(Stored dataset items)
"""
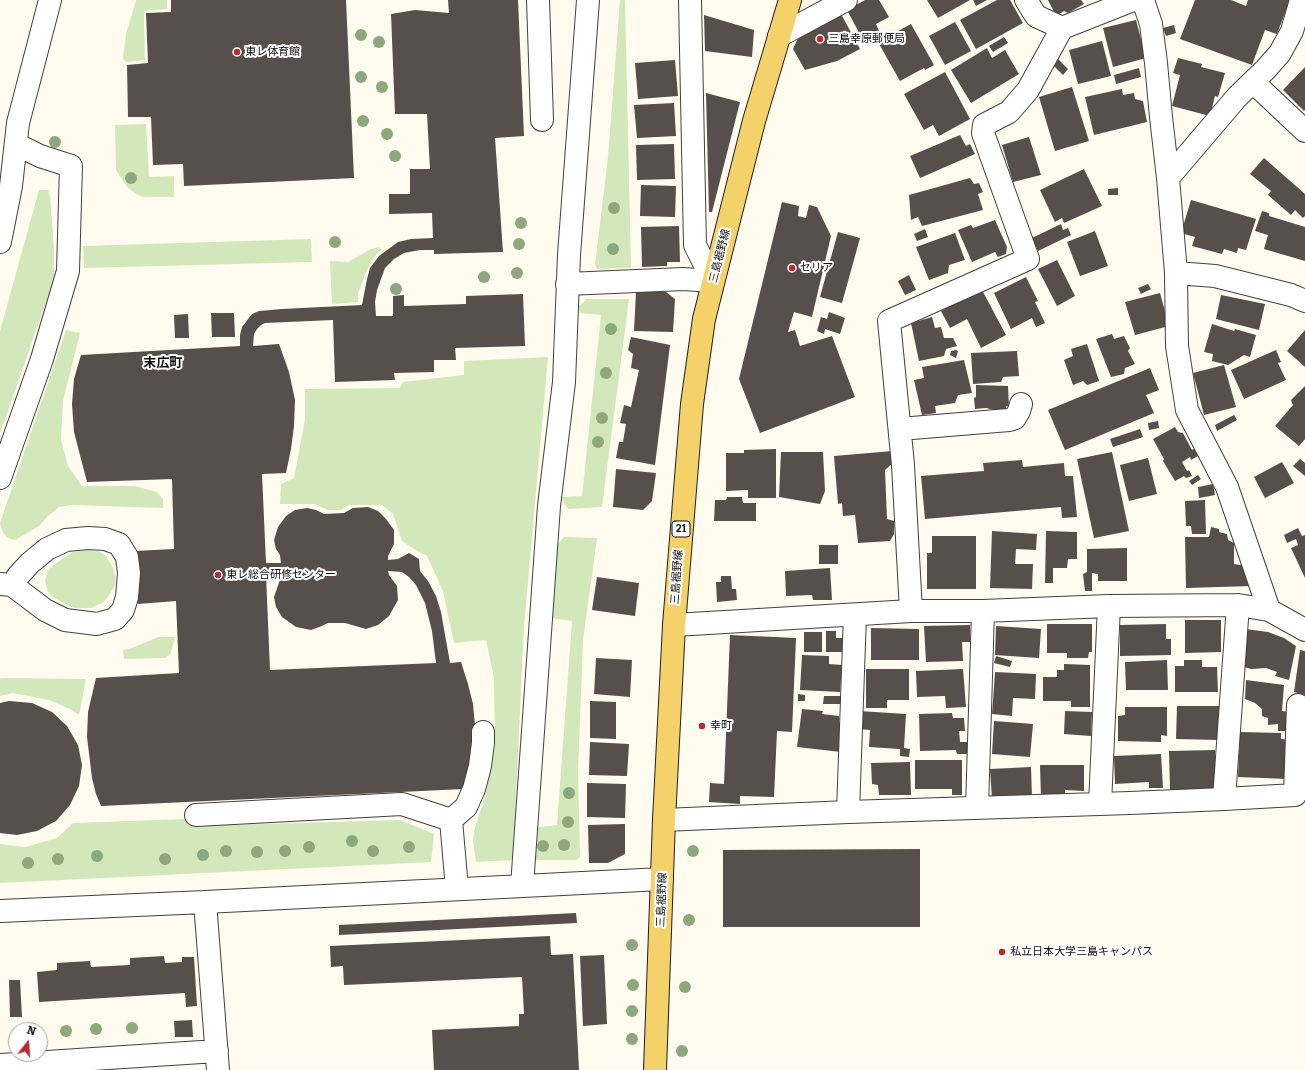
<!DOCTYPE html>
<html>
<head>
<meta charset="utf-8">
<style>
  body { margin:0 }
  #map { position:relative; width:1305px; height:1070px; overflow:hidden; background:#fffbef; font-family:Bitter,serif }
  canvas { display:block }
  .north { position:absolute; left:8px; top:1022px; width:40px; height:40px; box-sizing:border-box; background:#fff; border:1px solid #9f9f9f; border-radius:50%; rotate:17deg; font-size:11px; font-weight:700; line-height:16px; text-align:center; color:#0e0e0e }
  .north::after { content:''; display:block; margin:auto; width:14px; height:18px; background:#ba2932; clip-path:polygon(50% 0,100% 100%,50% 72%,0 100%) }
</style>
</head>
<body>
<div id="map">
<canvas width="1305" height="1070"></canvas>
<div class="north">N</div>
</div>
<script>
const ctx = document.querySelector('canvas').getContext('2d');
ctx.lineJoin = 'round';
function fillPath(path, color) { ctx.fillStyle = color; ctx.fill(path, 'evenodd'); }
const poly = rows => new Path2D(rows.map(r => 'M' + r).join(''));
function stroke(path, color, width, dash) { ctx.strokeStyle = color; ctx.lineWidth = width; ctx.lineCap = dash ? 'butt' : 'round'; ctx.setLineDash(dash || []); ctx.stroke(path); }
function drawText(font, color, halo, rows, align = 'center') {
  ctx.font = font + ' Bitter,"Noto Sans JP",serif'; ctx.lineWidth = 4; ctx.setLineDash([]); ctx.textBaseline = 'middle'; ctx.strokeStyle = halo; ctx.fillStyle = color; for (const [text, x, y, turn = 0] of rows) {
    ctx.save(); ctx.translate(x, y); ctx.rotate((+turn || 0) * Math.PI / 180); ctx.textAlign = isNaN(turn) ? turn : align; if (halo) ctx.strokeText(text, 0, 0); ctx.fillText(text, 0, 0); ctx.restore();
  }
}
const green = poly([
  [136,0,167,0,167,9,144,11,145,60,126,62,123,59,126,34],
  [620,0,625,0,631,268,597,269,595,265,608,157],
  [146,124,149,177,174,176,174,197,143,197,136,194,128,188,116,170,115,125],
  [39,190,48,190,50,196,54,250,54,279,0,434,0,331],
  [311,239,312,262,84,268,83,246],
  [379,247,382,250,376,255,367,270,358,293,358,302,332,304,330,261,348,262,371,249],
  [587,299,629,299,602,507,568,509,560,497,582,496,601,315,580,313,578,307],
  [66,330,80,333,63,401,61,440,68,466,82,486,135,486,157,492,163,499,163,508,72,505,59,507,48,516,39,526,15,540,8,538,3,533,0,523],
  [548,357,524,626,513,860,476,862,473,840,474,831,484,800,495,747,494,678,486,640,454,643,443,591,427,556,417,551,402,541,393,514,382,505,349,505,341,510,328,510,315,504,280,504,281,484,294,478,305,420,305,389,400,388,403,382,464,375,464,361],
  [564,537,597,538,583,640,578,772,580,857,576,860,533,860,533,828,557,825,572,621,550,618,554,548],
  [84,550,92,550,100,552,106,556,113,568,116,577,115,585,111,592,104,602,91,608,75,608,68,605,52,597,48,592,45,581,47,572,55,564,73,552],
  [158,637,175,637,173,645,170,654,165,658,124,659,123,650,132,648],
  [4,678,86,679,79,715,70,709,49,700,13,693,0,696,0,679],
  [186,819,193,826,400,820,434,834,431,862,0,883,0,844,25,847,57,838,73,823]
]);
const building = poly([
  [171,0,346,0,354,178,184,186,183,164,153,165,151,117,128,117,127,65,148,63,146,13,171,12],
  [448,0,518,0,524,136,495,138,503,252,434,254,434,250,420,250,404,253,394,259,385,268,377,290,375,302,376,316,393,316,393,296,404,295,404,306,466,304,466,296,523,294,525,346,455,348,456,360,434,360,434,372,394,373,395,380,335,382,333,320,265,323,261,325,257,329,254,334,253,346,279,344,289,372,295,400,294,426,291,449,286,473,262,474,266,563,281,563,280,555,276,549,274,540,278,527,286,516,295,510,307,508,316,510,324,514,344,513,353,508,368,507,378,511,386,519,394,530,394,544,388,556,388,560,398,559,409,553,419,559,420,571,428,581,436,596,441,612,450,663,461,662,468,684,473,704,475,726,475,750,464,789,101,806,96,794,92,778,87,737,88,712,96,678,179,673,176,601,138,604,132,588,135,551,174,549,172,479,87,482,74,432,72,404,74,379,81,355,240,346,240,335,242,327,252,314,259,311,282,309,362,305,367,279,370,268,379,256,398,242,411,239,433,238,432,213,389,214,389,194,410,194,410,169,430,169,427,114,395,114,391,14,415,10,449,13],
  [388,571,402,572,409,577,416,585,425,603,432,631,436,663,270,670,266,575,282,574,274,597,276,607,282,617,296,627,311,630,322,626,328,623,345,623,366,629,378,625,389,616,398,600,397,586,389,575],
  [865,0,879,0,889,17,876,24,879,31,863,40,847,10],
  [927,0,970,0,938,18],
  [973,0,987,0,976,6],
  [997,0,1010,0,1023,23,976,49,960,20],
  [1048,0,1081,0,1084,4,1068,13,1064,11,1056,16],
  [1195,0,1231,0,1246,6,1248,0,1290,0,1277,34,1265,30,1252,65,1180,39],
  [841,14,860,49,837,61,805,70,793,49,799,36],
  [704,15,754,30,752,57,705,51],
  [1136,20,1146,58,1113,67,1103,28],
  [955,22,971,51,945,65,929,36],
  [911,24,934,65,925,70,924,68,900,81,878,42],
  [1174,25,1176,33,1166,36,1163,28],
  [1004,37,1008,43,993,52,989,46],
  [1102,41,1111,76,1078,84,1069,50],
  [987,48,992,58,1005,50,1019,74,971,103,951,70],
  [1178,58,1202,64,1201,67,1225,73,1218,97,1215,96,1210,116,1172,106,1180,75,1173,73],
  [1058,59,1068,69,1063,75,1052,64],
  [675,60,678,96,638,99,635,63],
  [1305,67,1305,110,1304,111,1283,90],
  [1139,68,1141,77,1116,84,1114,75],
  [945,72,970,119,939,136,933,125,924,130,904,94],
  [1072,87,1089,141,1055,151,1039,97],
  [1122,89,1123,95,1134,93,1135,99,1143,101,1147,122,1094,135,1085,97],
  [706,93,740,102,712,212,709,212],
  [674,103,676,136,637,138,634,105],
  [960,135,966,146,970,144,975,154,920,178,910,156],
  [1029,137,1041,175,1013,182,1002,145],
  [674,144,675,179,637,180,636,145],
  [1264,158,1305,194,1305,216,1303,218,1295,210,1291,215,1268,195,1271,191,1250,174],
  [1084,169,1102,206,1064,223,1062,218,1055,222,1040,190],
  [970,178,974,184,979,183,983,192,978,194,983,210,922,226,918,217,911,220,909,195],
  [641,185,676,186,675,217,640,216],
  [1118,188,1118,195,1108,195,1108,189],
  [1191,200,1256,219,1246,250,1238,248,1237,253,1224,249,1222,254,1192,246,1195,237,1181,233],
  [782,202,799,206,798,216,806,218,809,205,817,207,831,236,812,317,794,312,788,332,795,330,800,346,832,336,855,397,760,433,739,379],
  [1262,211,1269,213,1269,216,1305,227,1305,261,1264,249,1268,235,1255,231],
  [995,220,1007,247,1006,254,998,257,995,252,972,262,958,230,971,225,973,228],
  [1061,224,1063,230,1068,228,1071,235,1038,251,1032,238],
  [679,226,680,262,667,262,667,266,642,267,641,227],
  [925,229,928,237,917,241,914,234],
  [1095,231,1108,266,1080,276,1067,242],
  [838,232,860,238,842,303,820,297],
  [955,233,965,260,949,265,948,273,929,280,916,247],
  [1057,260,1075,296,1057,306,1038,269],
  [909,275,916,290,905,295,898,281],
  [1026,277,1038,301,1035,302,1045,323,1036,327,1032,318,1011,329,994,293],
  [1148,284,1151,289,1141,294,1138,288],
  [982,290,1006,335,981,348,967,319,950,328,941,311],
  [636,291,666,292,675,299,673,332,634,331],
  [1160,293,1169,326,1135,335,1125,302],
  [1221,295,1265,304,1259,330,1216,319],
  [829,312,845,318,840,334,825,329,824,334,817,331,821,317,827,319],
  [211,313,234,313,235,337,212,337],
  [188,314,189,338,175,338,174,315],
  [932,317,935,328,941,327,944,338,953,338,957,346,946,349,944,356,919,361,911,323],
  [1212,324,1234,331,1235,329,1256,335,1250,357,1244,355,1228,365,1212,361,1213,354,1204,352],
  [1305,330,1305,367,1287,351],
  [1112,334,1114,339,1124,336,1130,348,1128,351,1135,364,1125,368,1124,374,1111,377,1096,339],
  [631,337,670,345,655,465,616,458,619,442,623,442,626,424,620,423,624,405,631,407,639,370,631,368,633,354,628,350],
  [1087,344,1099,381,1087,385,1083,381,1073,385,1064,360,1073,356,1071,349],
  [956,350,958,351,956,358,950,355,951,351],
  [1276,350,1281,362,1278,363,1286,380,1244,399,1231,370],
  [1017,351,1019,376,1003,377,1001,382,973,384,971,353],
  [964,360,972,393,958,395,955,403,935,406,936,413,922,415,914,380,924,378,922,367],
  [1224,365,1236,407,1204,415,1193,373],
  [1150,368,1159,390,1146,395,1154,413,1065,450,1048,410],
  [976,385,1008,386,1009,407,1006,406,1006,409,994,410,986,408,975,409,974,398,976,397],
  [1305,386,1305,439,1299,446,1275,426,1293,405,1291,400],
  [1234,415,1237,420,1217,431,1215,425],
  [1158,421,1159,428,1149,430,1148,423],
  [1175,427,1178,432,1183,433,1192,450,1195,448,1198,456,1191,460,1190,457,1182,462,1187,471,1189,470,1192,476,1186,478,1184,476,1175,481,1163,461,1164,459,1153,439],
  [1140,429,1143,437,1113,447,1110,439],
  [776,449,776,498,748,498,748,490,726,491,726,453,744,453,744,450],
  [893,451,893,463,885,470,887,519,894,521,894,534,890,541,858,543,855,515,843,516,842,503,838,504,834,456],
  [781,452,823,452,825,491,820,504,779,497],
  [1112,452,1129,531,1094,538,1077,459],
  [1148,458,1157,494,1129,501,1120,465],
  [1300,459,1305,463,1305,476,1293,466],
  [1022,460,1023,467,1064,463,1065,476,1073,476,1077,517,1062,518,1061,507,925,519,921,476,984,471,983,463],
  [1282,462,1294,483,1265,498,1254,477],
  [616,469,656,473,652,501,643,510,613,507],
  [1198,475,1201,479,1192,485,1189,481],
  [1213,484,1215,495,1199,498,1198,487],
  [727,497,742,497,743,503,756,503,756,521,714,521,715,500,726,500],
  [1205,500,1206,534,1192,534,1191,526,1186,526,1185,501],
  [1211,527,1219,529,1219,532,1227,534,1228,540,1234,543,1234,564,1246,566,1252,586,1186,588,1185,537,1209,537],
  [1298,528,1302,536,1305,535,1305,578,1291,548,1298,545,1296,539,1287,543,1284,535],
  [992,531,1037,534,1036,550,1016,549,1015,564,1033,564,1032,589,990,588],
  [1046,531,1077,532,1077,559,1068,559,1067,568,1053,568,1053,583,1045,583],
  [932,536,976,536,976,589,927,589,927,553,932,553],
  [819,545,838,545,838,564,819,564],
  [1127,548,1127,581,1098,581,1098,574,1092,573,1092,591,1085,591,1083,574,1087,572,1087,549],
  [830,568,832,600,813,600,812,595,786,596,785,571],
  [721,576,731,576,732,589,736,589,737,600,717,602,716,582,721,582],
  [597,577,639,583,635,616,592,610],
  [1185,620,1221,620,1221,652,1185,653],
  [1047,624,1092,624,1092,652,1089,652,1088,658,1067,658,1067,653,1047,653],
  [1166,624,1166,639,1171,639,1171,655,1120,656,1120,625],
  [970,625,970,642,962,642,963,661,926,662,924,626],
  [996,626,1041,629,1039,658,995,655],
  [871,628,919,629,919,660,871,660],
  [1245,629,1268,632,1284,638,1296,646,1289,680,1275,676,1277,672,1266,668,1251,669,1244,667,1246,661,1242,655],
  [826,631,836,631,836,638,844,638,844,652,826,652],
  [804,632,822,632,822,652,804,652],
  [730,635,796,638,792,732,777,731,774,797,740,796,740,804,709,802,710,783,724,784],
  [1300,650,1305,651,1305,695,1294,692],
  [802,655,829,656,829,664,842,665,840,692,800,690],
  [996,656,1012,661,1010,667,994,663],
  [596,658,632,660,630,697,594,694],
  [1167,660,1168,690,1126,690,1125,662],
  [1184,660,1202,660,1202,667,1217,667,1218,692,1175,692,1175,666,1184,666],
  [1064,664,1090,665,1090,707,1071,707,1071,701,1043,701,1043,677,1057,677,1057,670,1064,670],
  [866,669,909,669,909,700,887,700,887,708,866,708],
  [963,669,966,707,946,708,945,696,917,697,916,671],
  [995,672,1036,674,1035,699,1013,698,1012,716,992,714],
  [1246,680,1284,685,1282,711,1290,712,1290,731,1278,731,1278,724,1268,725,1268,718,1262,716,1262,709,1255,703,1245,699],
  [798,694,805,695,805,701,798,701],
  [824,696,841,696,841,704,823,704],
  [9,701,32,703,52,712,67,726,78,745,82,765,79,786,70,805,56,821,37,831,17,835,0,833,0,703],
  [590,701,616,702,616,739,590,738],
  [1177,706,1219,706,1219,740,1176,739],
  [1125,707,1167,707,1167,736,1161,735,1161,742,1118,741,1118,716,1125,715],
  [802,709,823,711,822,714,839,716,839,723,843,724,841,752,797,747],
  [859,711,906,714,904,748,910,749,909,757,900,756,900,749,869,747,870,730,858,729],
  [1065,711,1092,712,1091,736,1064,734],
  [952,713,953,718,964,718,965,731,959,731,960,742,967,742,968,754,957,754,956,750,920,751,919,714],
  [994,721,1033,724,1030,757,992,754],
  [1240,732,1281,733,1281,739,1290,740,1288,779,1238,777],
  [590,742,629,744,627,776,589,775],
  [1215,750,1216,790,1170,791,1169,751],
  [1161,754,1163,788,1149,788,1149,782,1115,784,1114,756],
  [915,760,962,760,962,795,952,795,952,789,915,789],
  [910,762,911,795,879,795,878,785,872,784,871,763],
  [1040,765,1084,765,1084,791,1065,790,1065,797,1041,797],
  [1031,767,1032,797,992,799,990,769],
  [587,783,626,784,625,818,587,817],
  [625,824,625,854,608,863,589,863,588,825],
  [920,849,920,927,723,927,723,850],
  [576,913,577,923,339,935,339,925],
  [550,936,551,955,573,954,579,1070,434,1070,432,1030,519,1026,519,1014,524,1014,522,977,344,985,343,966,331,967,330,946],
  [604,955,607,1024,583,1026,580,956],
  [164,956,165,963,182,962,182,957,194,957,197,1006,186,1007,185,993,39,1002,37,972,57,970,57,963,90,961,91,967,130,965,130,958],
  [9,980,20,980,22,1017,10,1017],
  [192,1020,193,1037,175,1037,174,1021]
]);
const minor = poly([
  [538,0,542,120],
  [690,0,695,245,713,281],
  [1026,0,1036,16,1062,28],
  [1143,0,1151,24,1156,63,1161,117,1168,178,1176,273,1177,346,1187,410,1227,487,1269,610],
  [779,36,846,0],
  [1253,82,1305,131],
  [1168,178,1237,97,1266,69,1280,53,1292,31,1301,0],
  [0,242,11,186,18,123,50,0],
  [1176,273,1215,276,1291,295,1305,301],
  [567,284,683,279,713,281],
  [900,429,1009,420,1015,418,1019,411,1021,404],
  [0,478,42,359,68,271,71,166,40,156,16,144],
  [0,584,12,585,45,610,65,620,97,624,115,619,123,610,127,597,129,573,127,557,119,544,105,539,88,538,66,540,47,549,30,563,18,576,12,585],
  [911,611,903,465,889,321,1028,259,983,133,984,125,1009,112,1028,90,1062,28,1133,0],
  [674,625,911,611,983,611,1109,606,1238,605,1269,610,1305,630],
  [1224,799,1295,795,1298,705],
  [1100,804,1109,606],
  [977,808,983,611],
  [848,812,855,615],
  [196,815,402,804,451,820,457,889],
  [451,820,466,807,474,789,480,766,483,743,483,732],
  [664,820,848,812,1130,803,1224,799,1238,605],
  [522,886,549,506,564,382,569,255,588,0],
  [205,902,218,1070],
  [0,911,205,902,662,879],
  [0,1065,217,1051]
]);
const major = poly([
  [655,1070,664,820,674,625,692,404,704,319,754,121,790,0]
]);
const trees = [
  [361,35],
  [379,42],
  [361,77],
  [382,87],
  [363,121],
  [387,134],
  [55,142],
  [395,156],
  [131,178],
  [614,208],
  [521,223],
  [335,242],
  [519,244],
  [613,249],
  [517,273],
  [484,277],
  [396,289],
  [611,329],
  [606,373],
  [602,418],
  [598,442],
  [569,793],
  [568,822],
  [352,841],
  [564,845],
  [543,846],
  [309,847],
  [409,847],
  [226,851],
  [285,851],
  [373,851],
  [693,851],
  [257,852],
  [203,855],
  [97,856],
  [58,859],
  [165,859],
  [28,863],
  [689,920],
  [632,945],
  [633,985],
  [685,987],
  [632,1011],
  [132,1028],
  [96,1029],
  [66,1031],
  [632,1039],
  [682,1051]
];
const markers = [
  [820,39,4,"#ba2932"],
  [237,52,4,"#ba2932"],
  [792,268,4,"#ba2932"],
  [218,575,4,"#ba2932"],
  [702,726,4,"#ba2932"],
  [1002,952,4,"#ba2932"]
];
const shields = [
  [681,529,18]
];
const shieldNames = [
  ["21",681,529]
];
const poiNames = [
  ["三島幸原郵便局",828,39],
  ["東レ体育館",245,52],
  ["セリア",800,268],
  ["東レ総合研修センター",226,575],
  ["幸町",710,726],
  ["私立日本大学三島キャンパス",1010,952]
];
const streetNames = [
  ["三島裾野線",720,256,-76],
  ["三島裾野線",677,577,-86],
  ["三島裾野線",662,900,-88]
];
const quarterNames = [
  ["末広町",163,363]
];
fillPath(green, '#d2e8ba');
fillPath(building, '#564f4b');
stroke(minor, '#414141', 24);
stroke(major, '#1f1f1f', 24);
stroke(minor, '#fff', 22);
stroke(major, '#f5d169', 22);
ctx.fillStyle = '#8da87d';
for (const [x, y] of trees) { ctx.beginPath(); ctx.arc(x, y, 6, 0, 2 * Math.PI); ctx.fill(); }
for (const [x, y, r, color] of markers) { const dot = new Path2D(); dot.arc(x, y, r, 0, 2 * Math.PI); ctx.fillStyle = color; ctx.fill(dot); stroke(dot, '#fff', 1.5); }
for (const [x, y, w] of shields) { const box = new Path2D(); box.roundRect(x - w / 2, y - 8, w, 16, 3); ctx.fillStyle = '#fff'; ctx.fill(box); stroke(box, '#0e0e0e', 1); }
drawText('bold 10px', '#0e0e0e', null, shieldNames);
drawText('11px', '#0e0e0e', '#fff', poiNames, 'left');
drawText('11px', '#0e0e0e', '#fff', streetNames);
drawText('bold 13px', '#0e0e0e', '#fff', quarterNames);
</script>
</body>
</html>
"""
BRIEF:
Which lines of the records above contain the word "strokeStyle"? Report each one.

RESPONSE TO THIS TASK:
function stroke(path, color, width, dash) { ctx.strokeStyle = color; ctx.lineWidth = width; ctx.lineCap = dash ? 'butt' : 'round'; ctx.setLineDash(dash || []); ctx.stroke(path); }
  ctx.font = font + ' Bitter,"Noto Sans JP",serif'; ctx.lineWidth = 4; ctx.setLineDash([]); ctx.textBaseline = 'middle'; ctx.strokeStyle = halo; ctx.fillStyle = color; for (const [text, x, y, turn = 0] of rows) {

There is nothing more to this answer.